Schools ‘failing students’ on digital

Written by Julian Blake, Editor at DigitalAgenda

As thousands gather in London this week for the world’s biggest education technology event, new research from Microsoft UK shows that most teachers believe the education system is failing to make the most of tech – and that analogue equipment makes classrooms unfit for purpose.

Children in Bett ArenaAs 35,000 guests from 131 countries gather in London for BETT, the world’s leading edtech event, Microsoft UK reports sobering opinions from teachers here that raise serious questions about shortcomings in the education system and the school infrastructure they work within to make the most of digital innovation.

Microsoft UK commissioned YouGov in November to test UK primary and secondary teacher opinion – and teachers concluded that the UK education system is failing to prepare students for the future.
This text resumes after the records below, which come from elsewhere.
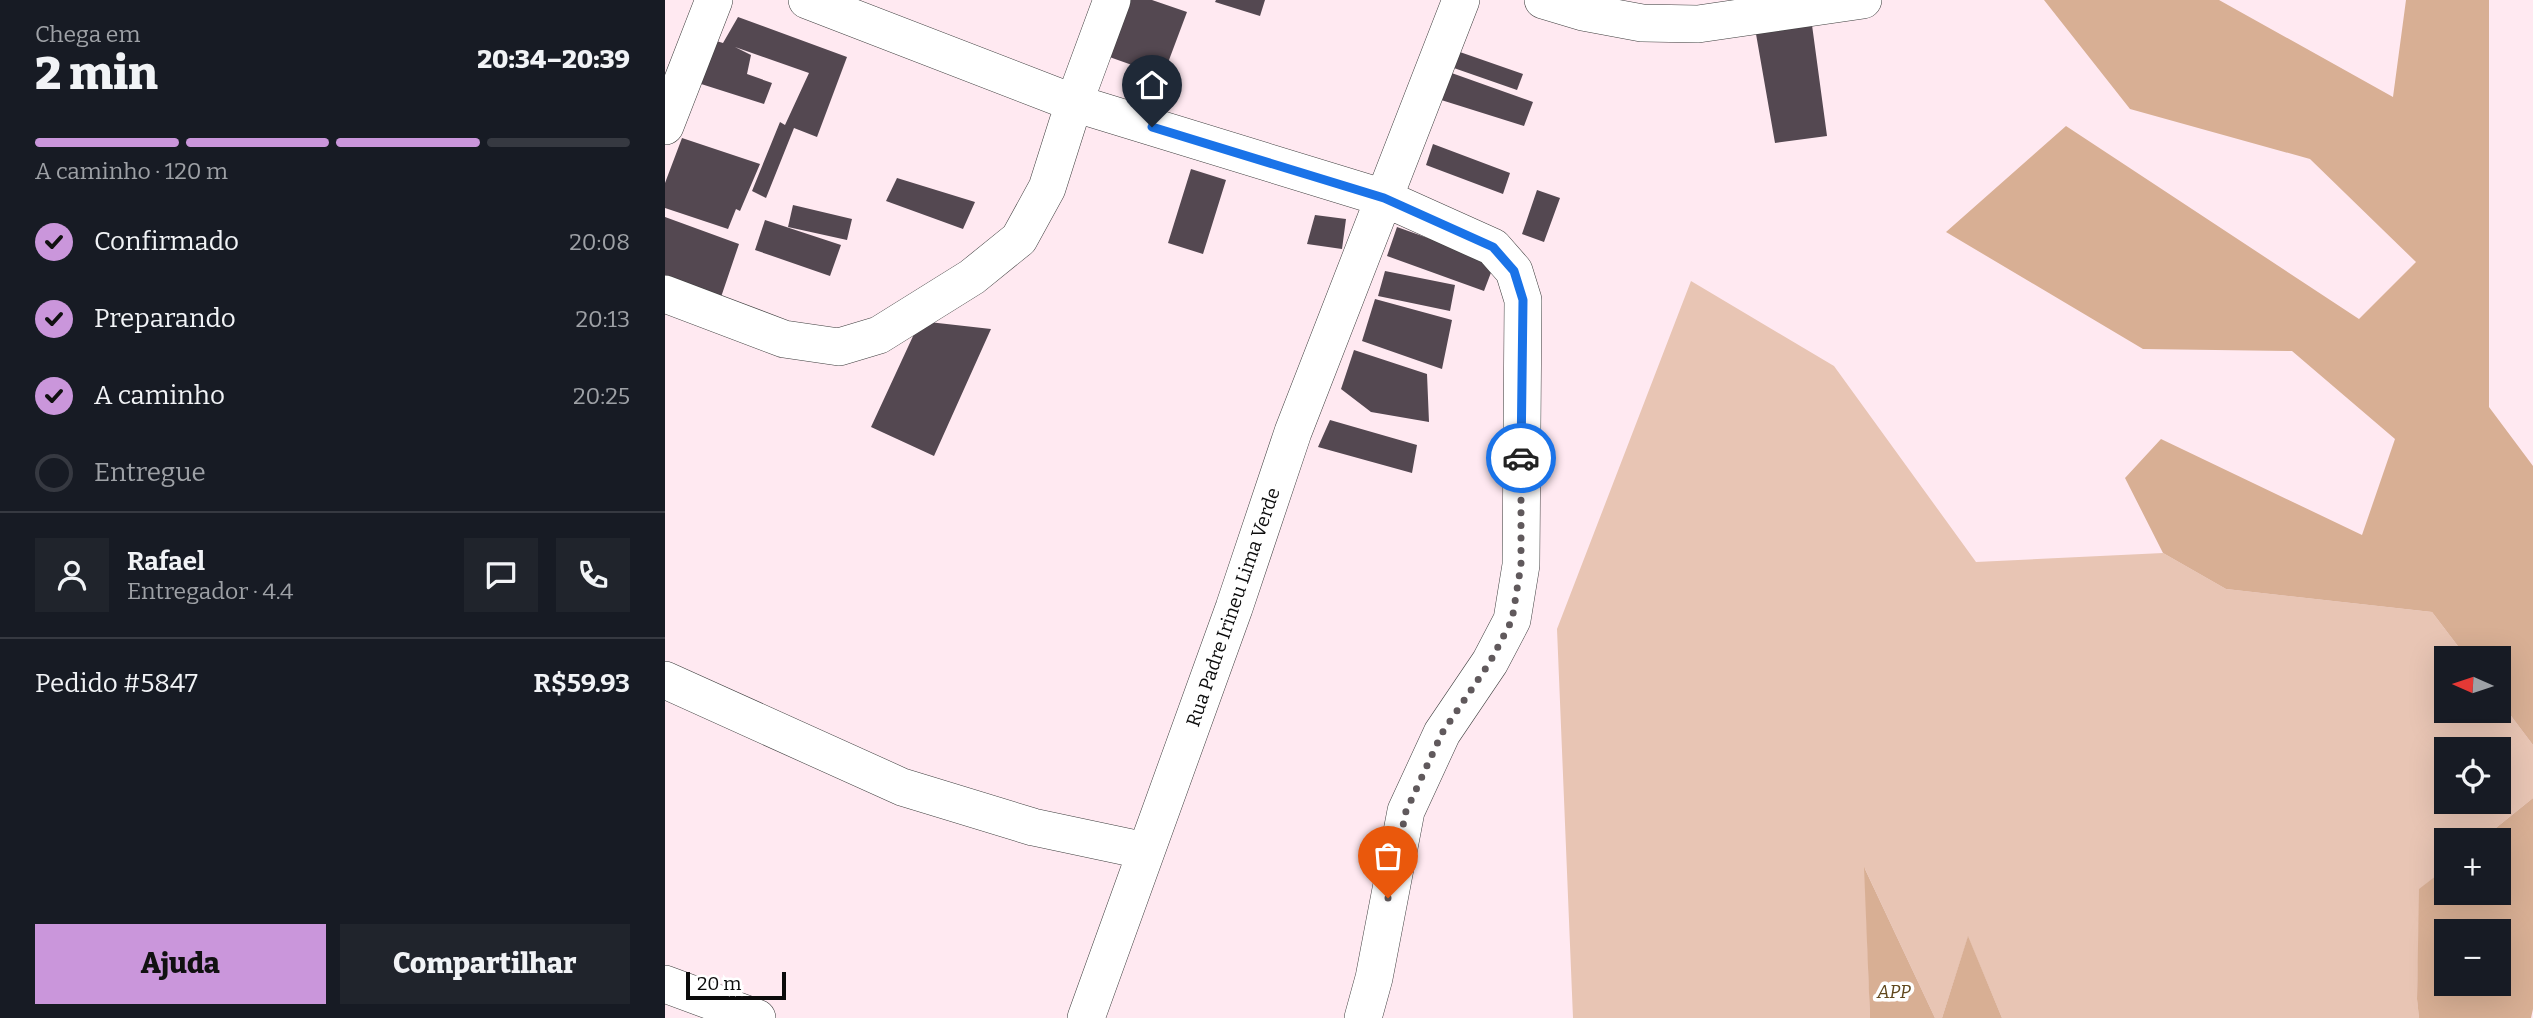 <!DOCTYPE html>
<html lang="pt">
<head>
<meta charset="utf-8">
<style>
	:root { --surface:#171b24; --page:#20242c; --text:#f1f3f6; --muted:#9ea1a6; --line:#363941; --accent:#ca96db }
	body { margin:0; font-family:Bitter,serif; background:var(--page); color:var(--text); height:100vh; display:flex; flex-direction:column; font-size:26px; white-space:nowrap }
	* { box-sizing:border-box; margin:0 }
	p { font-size:23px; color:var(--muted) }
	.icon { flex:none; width:38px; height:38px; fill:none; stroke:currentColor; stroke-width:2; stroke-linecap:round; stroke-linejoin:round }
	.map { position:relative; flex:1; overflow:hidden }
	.drawer { display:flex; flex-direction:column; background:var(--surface); width:665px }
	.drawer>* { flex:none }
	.needle { width:46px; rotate:273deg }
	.fabs { position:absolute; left:1769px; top:646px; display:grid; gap:14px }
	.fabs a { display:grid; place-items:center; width:77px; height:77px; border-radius:0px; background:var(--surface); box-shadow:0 7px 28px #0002; font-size:35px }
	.scale { position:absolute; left:21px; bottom:18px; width:100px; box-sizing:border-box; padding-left:7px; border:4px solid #0b0b0b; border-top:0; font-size:19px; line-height:24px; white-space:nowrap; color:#0b0b0b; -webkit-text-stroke:5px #fff; paint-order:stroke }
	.pin { position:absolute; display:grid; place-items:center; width:60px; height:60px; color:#fff; margin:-72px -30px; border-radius:50% 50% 50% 0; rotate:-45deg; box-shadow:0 0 7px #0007 }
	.pin .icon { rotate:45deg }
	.courier { position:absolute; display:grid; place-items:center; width:70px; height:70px; margin:-35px; border:5px solid #1a73e8; border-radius:50%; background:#fff; color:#222; box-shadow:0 2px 9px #0007 }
	.overview em { font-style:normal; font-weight:800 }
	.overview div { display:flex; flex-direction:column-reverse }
	.overview { display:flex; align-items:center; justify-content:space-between; height:119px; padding:0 35px }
	h1 { font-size:46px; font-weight:800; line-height:52px }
	.bar { display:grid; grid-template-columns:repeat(4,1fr); gap:10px 7px; align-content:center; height:84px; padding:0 35px }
	.bar i { height:9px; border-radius:5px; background:var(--line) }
	.bar .active { background:var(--accent) }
	.bar p { grid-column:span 4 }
	.line { display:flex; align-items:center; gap:18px; padding:0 35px; border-top:2px solid var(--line) }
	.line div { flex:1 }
	.round { display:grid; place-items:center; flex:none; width:74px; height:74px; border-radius:0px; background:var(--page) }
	ol { padding:0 35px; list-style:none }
	li { display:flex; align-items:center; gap:21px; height:77px }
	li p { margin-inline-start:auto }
	li .icon { padding:7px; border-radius:50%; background:var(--accent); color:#111; stroke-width:4 }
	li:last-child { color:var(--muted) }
	li i { width:38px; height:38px; border:4px solid var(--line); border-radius:50% }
	.button { display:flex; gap:14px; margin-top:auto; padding:14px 35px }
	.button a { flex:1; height:80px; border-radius:0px; background:var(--accent); color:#111; font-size:28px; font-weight:800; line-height:80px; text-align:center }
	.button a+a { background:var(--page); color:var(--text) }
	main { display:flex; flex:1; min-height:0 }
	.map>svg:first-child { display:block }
</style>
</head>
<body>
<main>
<section class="drawer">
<div class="overview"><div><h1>2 min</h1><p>Chega em</p></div><em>20:34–20:39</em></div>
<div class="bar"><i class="active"></i><i class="active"></i><i class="active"></i><i></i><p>A caminho · 120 m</p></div>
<ol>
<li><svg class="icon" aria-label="check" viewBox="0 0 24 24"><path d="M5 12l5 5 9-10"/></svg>Confirmado<p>20:08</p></li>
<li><svg class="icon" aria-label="check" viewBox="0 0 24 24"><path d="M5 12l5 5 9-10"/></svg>Preparando<p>20:13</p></li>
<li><svg class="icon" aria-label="check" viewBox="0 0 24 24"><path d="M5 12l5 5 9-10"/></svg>A caminho<p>20:25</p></li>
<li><i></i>Entregue</li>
</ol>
<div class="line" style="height:126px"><a class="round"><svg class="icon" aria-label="person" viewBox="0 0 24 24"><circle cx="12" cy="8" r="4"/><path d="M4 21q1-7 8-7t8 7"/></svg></a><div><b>Rafael</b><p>Entregador · 4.4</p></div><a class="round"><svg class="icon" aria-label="chat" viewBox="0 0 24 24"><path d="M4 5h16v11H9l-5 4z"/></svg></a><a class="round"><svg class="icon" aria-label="phone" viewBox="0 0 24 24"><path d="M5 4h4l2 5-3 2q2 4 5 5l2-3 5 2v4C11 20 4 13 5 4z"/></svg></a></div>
<div class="line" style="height:91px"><div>Pedido #5847</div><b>R$59.93</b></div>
<div class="button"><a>Ajuda</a><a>Compartilhar</a></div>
</section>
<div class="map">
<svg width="1868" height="1018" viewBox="0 0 1868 1018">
	<rect width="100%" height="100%" fill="#ffe9f1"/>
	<!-- green -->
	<path fill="#e8c5b4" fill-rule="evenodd" d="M1026 281 1169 366 1311 562 1498 553 1561 589 1767 612 1802 658H1782V710H1834V700L1868 745V798L1816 840H1782L1781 868 1755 889 1752 998 1754 1018H1337L1303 937 1277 1018H1270L1200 869 1205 1018H908L892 629ZM1782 749H1834V802H1782Z"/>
	<!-- forest -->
	<path fill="#d8af94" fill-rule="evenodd" d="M1379 0H1554L1728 97 1741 0H1824V407L1868 466V745L1834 700V658H1802L1767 612 1561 589 1498 553 1460 478 1496 439 1697 535 1730 439 1627 351 1478 349 1281 232 1401 126 1694 319 1751 262 1645 159 1465 109Z
		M1868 798V1009L1866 1018H1754L1752 999 1754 889 1781 868 1782 892H1834V840H1816ZM1782 931H1834V984H1782Z
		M1199 867 1270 1018H1205Z
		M1303 936 1337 1018H1277Z"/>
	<!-- building -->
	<path fill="#544851" d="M456 0H487L522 12 498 76 436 54Z
		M551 0H600L595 16 550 2Z
		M73 17 182 57 152 137 129 128 101 198 87 191 115 122 120 125 144 73 70 47 86 55 82 74 107 83 99 104 33 83 48 40 58 43Z
		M1147 25 1162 136 1110 143 1091 34Z
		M792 51 858 74 852 90 786 67Z
		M781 71 868 102 859 126 773 99Z
		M17 138 95 164 75 211 71 209 63 229 0 208V183Z
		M768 144 845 173 838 194 761 165Z
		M526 169 561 180 538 254 503 243Z
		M232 178 310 202 298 229 221 201Z
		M872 190 895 198 879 242 857 234Z
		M128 205 187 219 182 240 123 227Z
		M650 215 681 219 677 249 642 244Z
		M0 217 74 244 54 303 0 284Z
		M100 220 176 245 165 276 90 250Z
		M732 227 830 262 819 291 722 256Z
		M720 271 790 285 785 311 713 296Z
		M710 299 787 320 777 369 697 341Z
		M255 321 326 329 269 456 206 427Z
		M689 350 762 374 764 422 706 412 676 389Z
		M665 420 752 445 747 473 653 447Z"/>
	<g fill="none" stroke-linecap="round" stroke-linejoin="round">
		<defs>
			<path id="street" d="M142 0 409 103 719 198 828 247 849 271 858 300 856 565 847 620 825 662 777 733 741 811 709 978 698 1018
				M878 0 918 12 977 23 1033 24 1198 0
				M0 126 49 0
				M0 294 119 339 174 347 214 335 307 277 354 239 382 188 409 103 447 0
				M0 680 237 787 368 827 481 851
				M0 984 92 1018
				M421 1018 569 608 628 432 796 0"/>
		</defs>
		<!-- street casing -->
		<use href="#street" stroke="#3e3e3e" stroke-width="38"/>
		<!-- street -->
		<use href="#street" stroke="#fff" stroke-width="37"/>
	</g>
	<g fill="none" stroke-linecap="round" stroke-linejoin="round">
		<!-- done -->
		<path stroke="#60595c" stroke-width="7" stroke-dasharray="0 12.6" d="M723 898 741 811 750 792 777 733 825 662 847 620 856 565V458"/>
		<!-- route -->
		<path stroke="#1a73e8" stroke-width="9" d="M487 127 719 198 828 247 849 271 858 300 856 458"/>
	</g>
	<g text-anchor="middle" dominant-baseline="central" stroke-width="7" stroke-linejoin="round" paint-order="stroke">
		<!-- street labels -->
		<g font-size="19" fill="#0b0b0b" stroke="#fff">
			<text transform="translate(568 607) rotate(-71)">Rua Padre Irineu Lima Verde</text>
		</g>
		<!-- park labels -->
		<g font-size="19" font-style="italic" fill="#61481d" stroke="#fff">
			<text x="1229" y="991">APP</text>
		</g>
	</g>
</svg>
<div class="fabs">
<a><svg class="needle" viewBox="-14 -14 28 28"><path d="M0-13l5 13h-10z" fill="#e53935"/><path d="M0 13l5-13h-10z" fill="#9ea1a6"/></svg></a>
<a><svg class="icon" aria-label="locate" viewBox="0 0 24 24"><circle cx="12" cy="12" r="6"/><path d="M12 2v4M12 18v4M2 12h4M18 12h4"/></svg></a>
<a>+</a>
<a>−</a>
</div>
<div class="scale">20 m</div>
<div class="pin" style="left:723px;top:898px;background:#ea580c"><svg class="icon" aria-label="bag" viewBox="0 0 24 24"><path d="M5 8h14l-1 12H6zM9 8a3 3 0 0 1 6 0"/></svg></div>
<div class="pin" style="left:487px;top:127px;background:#1f2937"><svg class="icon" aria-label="home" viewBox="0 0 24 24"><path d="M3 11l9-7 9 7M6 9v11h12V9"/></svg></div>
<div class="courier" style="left:856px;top:458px"><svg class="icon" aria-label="car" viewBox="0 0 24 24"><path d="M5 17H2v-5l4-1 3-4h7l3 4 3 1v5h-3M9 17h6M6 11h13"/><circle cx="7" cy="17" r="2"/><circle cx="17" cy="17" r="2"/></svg></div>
</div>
</main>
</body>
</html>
Most (77%) said they were unable to do their best work because of time and resource constraints, while two in three (67%) said they are forced to ‘get through the day’ instead of thinking creatively about individual student needs.

Teachers reported that they are largely working in classrooms that are not fit for purpose – with over half (52%) still mostly using analogue equipment and 54% of students lacking access to devices. That is despite teachers being clear on how technology can support student learning (74%), create a more inclusive learning environment (53%) and positively impact student-teacher collaboration (49%).

Teachers also believe that they are ill-equipped to make the most of school technology investments – with just 15% feeling confident about using technology and only a third (33%) receiving hands-on training. This, coupled with time-poor schedules and disparity in teaching priorities, is holding educators back from making the most of the tools at their disposal and preparing students for the future.

Teacher survey – key findings

  • 44% of teachers don’t believe today’s classrooms are set up to facilitate modern learning
  • 77% feel unable to do their best work due to time and resource constraints
  • while 74% agree technology aids students’ learning, just 15% feel confident using it
  • only 42% say their school is primarily focused on instilling the skills students need for success in the world of work.

The survey also finds that despite forecasts from the World Economic Forum that workers will need to be ‘agile lifelong learners’ in the workplace, UK teachers believe that students are not being set up for success. Fewer than half (42%) of teachers surveyed said that schools are instilling students with the skills students will need in the world of work.

Paul Watkins, head of the digital learning development department at the Ysgol Bae Baglan school in Port Talbot, said: “The biggest challenge in teaching today is finding the balance between work and personal life whilst simultaneously helping students achieve more. For us, the benefits of technology speak for themselves – giving teachers back time and enabling more engaging and inclusive lessons. The key is knowing what you want to achieve and empowering students with the skills, knowledge and ability to succeed in the working world.”

Microsoft UK director of education Chris Rothwell said: “Within a rapidly changing world, the next generation must be prepared with the confidence, skills and lifelong learning mindset needed to succeed. Teachers have a key role to play in instilling this. Our research shows that teachers, as always, are eager to go above and beyond to nurture future-ready skills and innovate in the classroom.

“What’s important is that they have the support that they need to help them get here: access to great learning environments, opportunities for strong professional development and the chance to work in evolving, transformational environments that support our future leaders.”

Microsoft urges schools “to equip teachers with the confidence, tools, knowledge and environment to deliver the education students need to succeed in the future”, including with its own education products, including Cloud for Education and Surface for Education. It also offers support to teachers through a Microsoft Educator Community.


  • Putting in place a leader to drive a future-focused strategy that integrates and embeds future-ready skills into the curriculum
  • Integrating technology and digital skills into the curriculum to increase collaboration, peer-to-peer sharing and grow digital skills in young people through certifications and digital skills programmes
  • Creating and encouraging professional learning communities to inspire and support colleagues as they embrace technology and grow their own digital skills through professional development programmes
  • Learning more about cloud-based technology and easy-to-manage devices to stay modern in the classroom.